Despi a roupa, peguei numa toalha e preparava-me para ir tomar um banho.
Quando já com a toalha à volta da cintura ia a sair a porta do abrigo, ouço ao longe uma saída de morteiro, que só me deu tempo a atirar-me de barriga para o chão e já estava a rebentar na minha frente.
Eram cerca das 17h30 e, começava assim mais uma violenta flagelação a Copá com morteiros 120, confirmava-se a tristeza que eu tinha sentido antes, porque durante esse ataque iria acontecer uma coisa trágica e quase inédita na guerra colonial ou pelo menos rara.
Esta era mais uma flagelação da artilharia do PAIGC a Copá, quebrando a relativa paz de quase um mês, flagelação essa que iria ter a duração de cerca de hora e meia a duas horas, tendo caído dentro do arame farpado perto de 20 granadas felizmente sem consequências.

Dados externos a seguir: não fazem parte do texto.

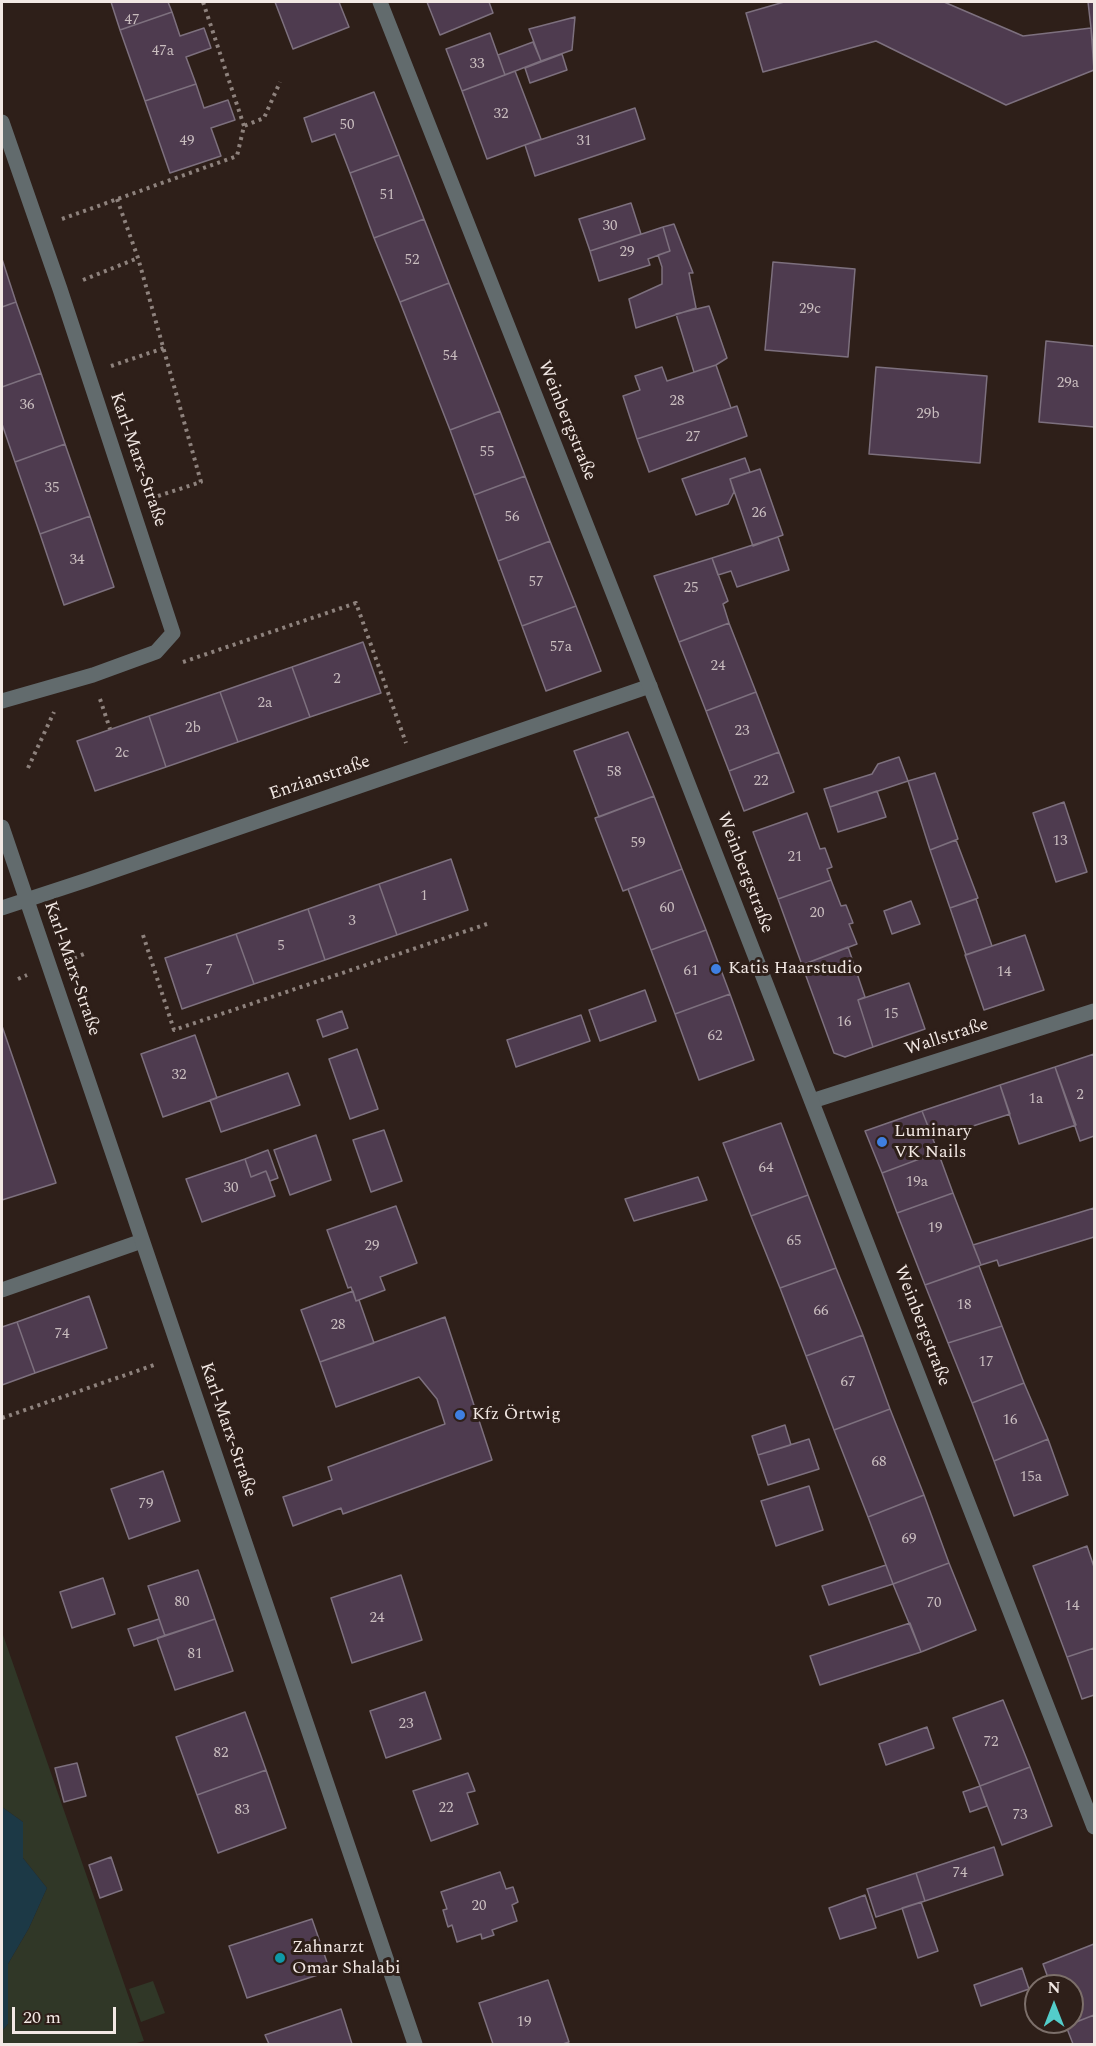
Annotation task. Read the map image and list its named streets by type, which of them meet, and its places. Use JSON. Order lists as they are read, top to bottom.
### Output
{
  "streets": {
    "street": [
      "Weinbergstraße",
      "Karl-Marx-Straße",
      "Enzianstraße",
      "Wallstraße"
    ]
  },
  "crossings": [
    ["Weinbergstraße", "Enzianstraße"],
    ["Weinbergstraße", "Wallstraße"],
    ["Karl-Marx-Straße", "Enzianstraße"]
  ],
  "places": [
    "Katis Haarstudio",
    "Luminary VK Nails",
    "Kfz Örtwig",
    "Zahnarzt Omar Shalabi"
  ],
  "house_numbers": [
    "47",
    "47a",
    "33",
    "32",
    "50",
    "49",
    "31",
    "51",
    "30",
    "29",
    "52",
    "29c",
    "54",
    "29a",
    "28",
    "36",
    "29b",
    "27",
    "55",
    "35",
    "26",
    "56",
    "34",
    "57",
    "25",
    "57a",
    "24",
    "2",
    "2a",
    "2b",
    "23",
    "2c",
    "58",
    "22",
    "13",
    "59",
    "21",
    "1",
    "60",
    "20",
    "3",
    "5",
    "7",
    "61",
    "14",
    "15",
    "16",
    "62",
    "32",
    "2",
    "1a",
    "64",
    "19a",
    "30",
    "19",
    "65",
    "29",
    "18",
    "66",
    "28",
    "74",
    "17",
    "67",
    "16",
    "68",
    "15a",
    "79",
    "69",
    "80",
    "70",
    "14",
    "24",
    "81",
    "23",
    "72",
    "82",
    "22",
    "83",
    "73",
    "74",
    "20",
    "19"
  ],
  "scale_bar": "20 m",
  "north": "top"
}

Esta flagelação a Copá, foi desferida a partir de duas bases distintas: a artilharia do PAIGC estava instalada na região da fronteira frente a PANANG R e na região nordeste de Copá, SINCHA JADI.
Visto que, como prevíamos um ataque em força, pedimos auxílio ao Comandante de Batalhão e este por sua vez pediu-o a Bissau ao Governador-Geral Bettencourt Rodrigues, que imediatamente mandou dois aviões Fiat G-91 em auxílio de Copá.

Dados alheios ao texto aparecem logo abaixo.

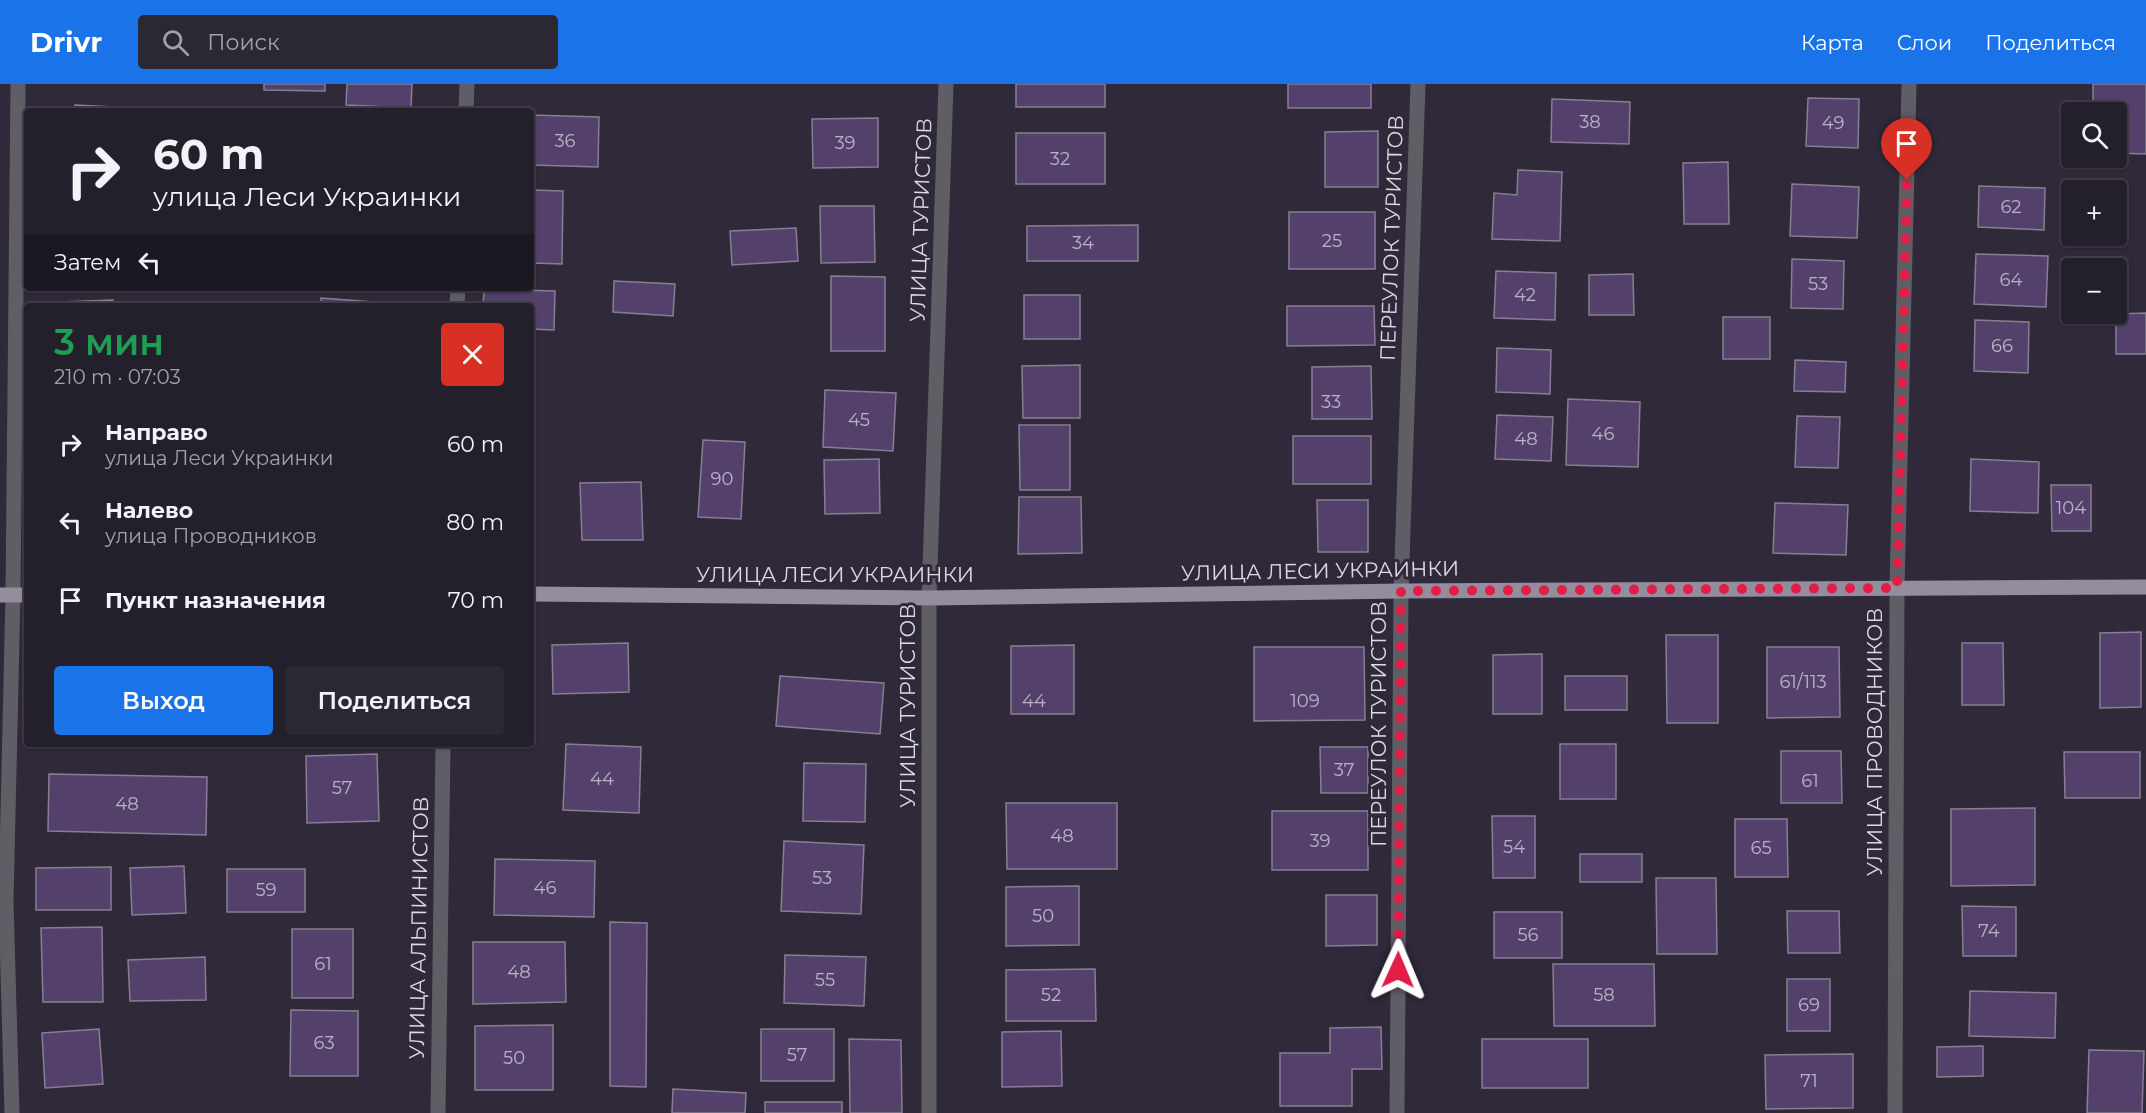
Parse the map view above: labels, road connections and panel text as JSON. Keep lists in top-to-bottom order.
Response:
{
  "streets": {
    "main road": ["УЛИЦА ЛЕСИ УКРАИНКИ"],
    "street": [
      "УЛИЦА ТУРИСТОВ",
      "ПЕРЕУЛОК ТУРИСТОВ",
      "УЛИЦА ПРОВОДНИКОВ",
      "УЛИЦА АЛЬПИНИСТОВ"
    ]
  },
  "crossings": [
    ["УЛИЦА ТУРИСТОВ", "УЛИЦА ЛЕСИ УКРАИНКИ"],
    ["ПЕРЕУЛОК ТУРИСТОВ", "УЛИЦА ЛЕСИ УКРАИНКИ"],
    ["УЛИЦА ЛЕСИ УКРАИНКИ", "УЛИЦА ПРОВОДНИКОВ"]
  ],
  "house_numbers": [
    "38",
    "49",
    "36",
    "39",
    "32",
    "62",
    "25",
    "34",
    "64",
    "53",
    "42",
    "66",
    "33",
    "45",
    "46",
    "48",
    "90",
    "104",
    "61/113",
    "44",
    "109",
    "37",
    "44",
    "61",
    "57",
    "48",
    "48",
    "39",
    "54",
    "65",
    "53",
    "46",
    "59",
    "50",
    "74",
    "56",
    "61",
    "48",
    "55",
    "52",
    "58",
    "69",
    "63",
    "57",
    "50",
    "71"
  ],
  "page": {
    "header": "Drivr",
    "search": "Поиск",
    "nav": ["Карта", "Слои", "Поделиться"],
    "map_buttons": ["+", "−"],
    "turn": ["60 m", "улица Леси Украинки"],
    "then": "Затем",
    "heading": ["3 мин", "210 m · 07:03"],
    "list": [
      {
        "name": "Направо",
        "note": "улица Леси Украинки",
        "value": "60 m"
      },
      {
        "name": "Налево",
        "note": "улица Проводников",
        "value": "80 m"
      },
      {
        "name": "Пункт назначения",
        "value": "70 m"
      }
    ],
    "buttons": ["Выход", "Поделиться"]
  }
}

Esses aviões tinham naquela altura o nome de código de «Miquel», enquanto Copá se chamava por sua vez «Ex-Rei-Victor» e era por estes nomes que se comunicavam os pilotos dos aviões e o homem das transmissões.
Logo que os aviões Fiat começaram a sobrevoar a área de Copá, como de costume, o inimigo calou-se, os Pilotos pediram ao homem das transmissões as referências necessárias e prepararam-se com as manobras que entenderam para bombardear o local indicado, um de cada vez, o primeiro sobrevoou o local, depois baixou de altitude e largou a primeira bomba sobre SINCHA JADI, enquanto o segundo se mantinha à distância, mas quando o primeiro descarregou a bomba, começou a ganhar novamente altitude, embora estivesse a acontecer uma coisa estranha, ouviu-se um segundo rebentamento e o avião levava lume na cauda, a determinada altura, quando ele já ia bastante alto, vimos perto dele uma pequenina sombra que nos parecia um pássaro a voar, mas logo de seguida o avião guinou para o lado esquerdo, neste caso para o lado do Senegal e começou de novo a baixar, e nessa altura pensávamos nós em Copá que ele iria largar a segunda bomba numa outra base inimiga, que nos estava a flagelar a partir daquela direcção, (PANANG R) mas era puro engano, o avião ia acabar por se despenhar, talvez próximo ou dentro do território Senegalês a cerca de 3 a 4 Kms de Copá, enquanto o piloto que era a pequena sombra que antes tínhamos visto junto ao avião se tinha ejectado ao aperceber-se que fora atingido por um Míssil Russo (Strela Terra-Ar) e desceu de pára-quedas sem qualquer problema, só que, a área onde ele desceu era perigosa, porque era aquela onde se encontrava o inimigo e distante de Copá cerca de 5 Km.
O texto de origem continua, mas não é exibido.